Parmi les dossiers cités figure le projet de sécurisation des aéroports confié à la firme britannique Westminster. Validé avant l’arrivée de l’actuel Conseil d’administration puis reconfirmé par celui-ci, ce projet n’aurait jamais été exécuté malgré plusieurs interventions des autorités nationales.

Le Conseil évoque également les retards dans la mise aux normes internationales des infrastructures aéroportuaires exigées par l’Organisation de l’aviation civile internationale (OACI), une situation qui pourrait affecter le processus de certification des aéroports congolais. 

D’autres projets stratégiques sont également mentionnés, notamment le recouvrement de 156 millions de dollars américains de créances ; la recapitalisation de la RVA ;ble plan de redressement de l’entreprise ; la protection des emprises aéroportuaires contre les spoliations ; la modernisation du cadre organique de la société.

Le nouveau siège de la Direction générale toujours en attente

Le Conseil d’administration s’interroge également sur le retard observé dans la construction du nouveau siège de la Direction générale. Le projet, financé en partie par le Fonds africain de développement (FAD) dans le cadre du Programme prioritaire de sécurité aérienne (PPSA2), devait permettre de remplacer l’actuel bâtiment jugé vétuste.

Malgré la signature du contrat en septembre 2025 avec l’entreprise adjudicataire, aucun lancement visible des travaux n’a encore été constaté, selon le rapport.

Paiement des retraités et centre médical : des interrogations persistantes

Le document revient aussi sur un crédit bancaire destiné au paiement des décomptes finaux des retraités, agents décédés et autres bénéficiaires. Alors qu’un financement de 60 millions de dollars américains avait été validé par le Conseil, la Direction générale aurait finalement opté pour un crédit réduit à 30 millions de dollars américains auprès d’un autre établissement bancaire. Le Conseil affirme que plusieurs bénéficiaires continuent de dénoncer des paiements incomplets ou l’absence de paiement.

Autre dossier pointé du doigt, c'est la construction d’un centre médical de la RVA. Lancé avec l’ambition d’être opérationnel six mois après son annonce, le projet accuse près de deux ans de retard malgré le décaissement de plus de 816.000 dollars autorisés par le Conseil.

Des préoccupations sur la gouvernance et les marchés publics

Le Conseil d’administration déplore également être écarté de certaines décisions importantes, notamment dans l’attribution de marchés liés aux infrastructures aéroportuaires. Il cite plusieurs projets réalisés ou en cours dans les aéroports de Kananga, Lubumbashi, Kinshasa, Bunia, Kikwit, Bandundu et Mbuji-Mayi, pour lesquels il estime ne pas avoir toujours été suffisamment associé au processus décisionnel.

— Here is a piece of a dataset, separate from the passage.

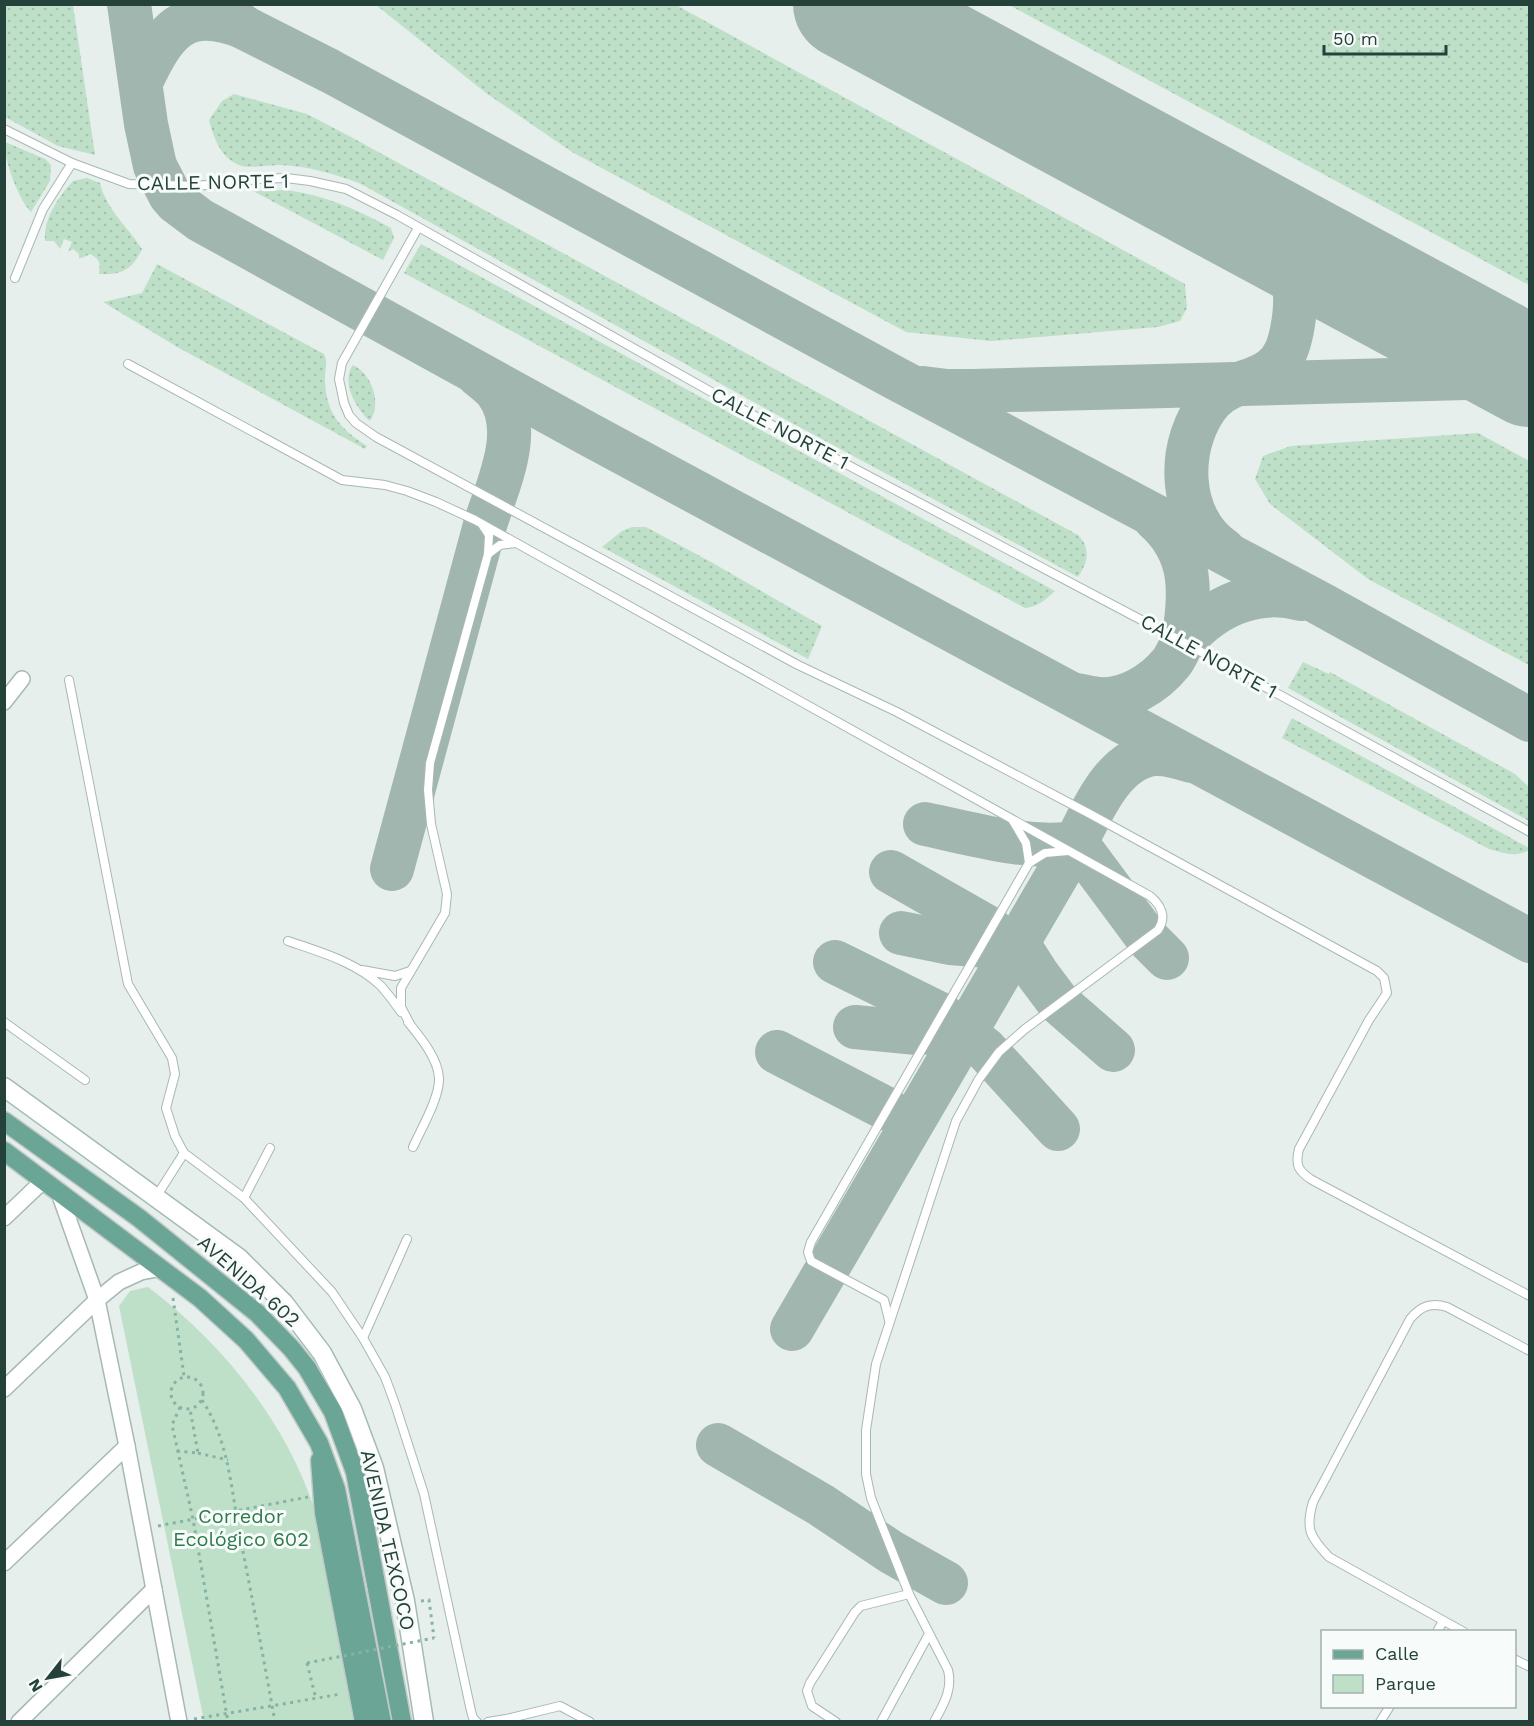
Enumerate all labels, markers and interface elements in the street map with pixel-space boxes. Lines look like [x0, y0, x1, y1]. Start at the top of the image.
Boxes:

La gestion de certaines recettes, notamment celles liées au Go Pass, soulève également des interrogations au sein de l’organe de gouvernance.

Une trésorerie fragilisée par la guerre dans l’Est du pays

Le Conseil souligne enfin que la situation financière de la RVA reste fortement affectée par le conflit armé dans l’Est du pays. L’occupation des aéroports de Goma et de Kavumu par les rebelles a entraîné des pertes importantes pour l’entreprise.

Toutefois, une note positive est relevée dans le domaine du recouvrement des redevances de survol. Grâce à un accord conclu avec l’Association du transport aérien international (IATA), la RVA a déjà encaissé plus d’un million de dollars américains à la fin du mois d’avril 2026, tandis que d’autres paiements étaient attendus au cours du mois de mai.

À travers ce rapport, le Conseil d’administration appelle à une meilleure collaboration entre les organes de gestion de la RVA afin d’assurer l’exécution effective des décisions stratégiques et de garantir le redressement durable de l’entreprise publique.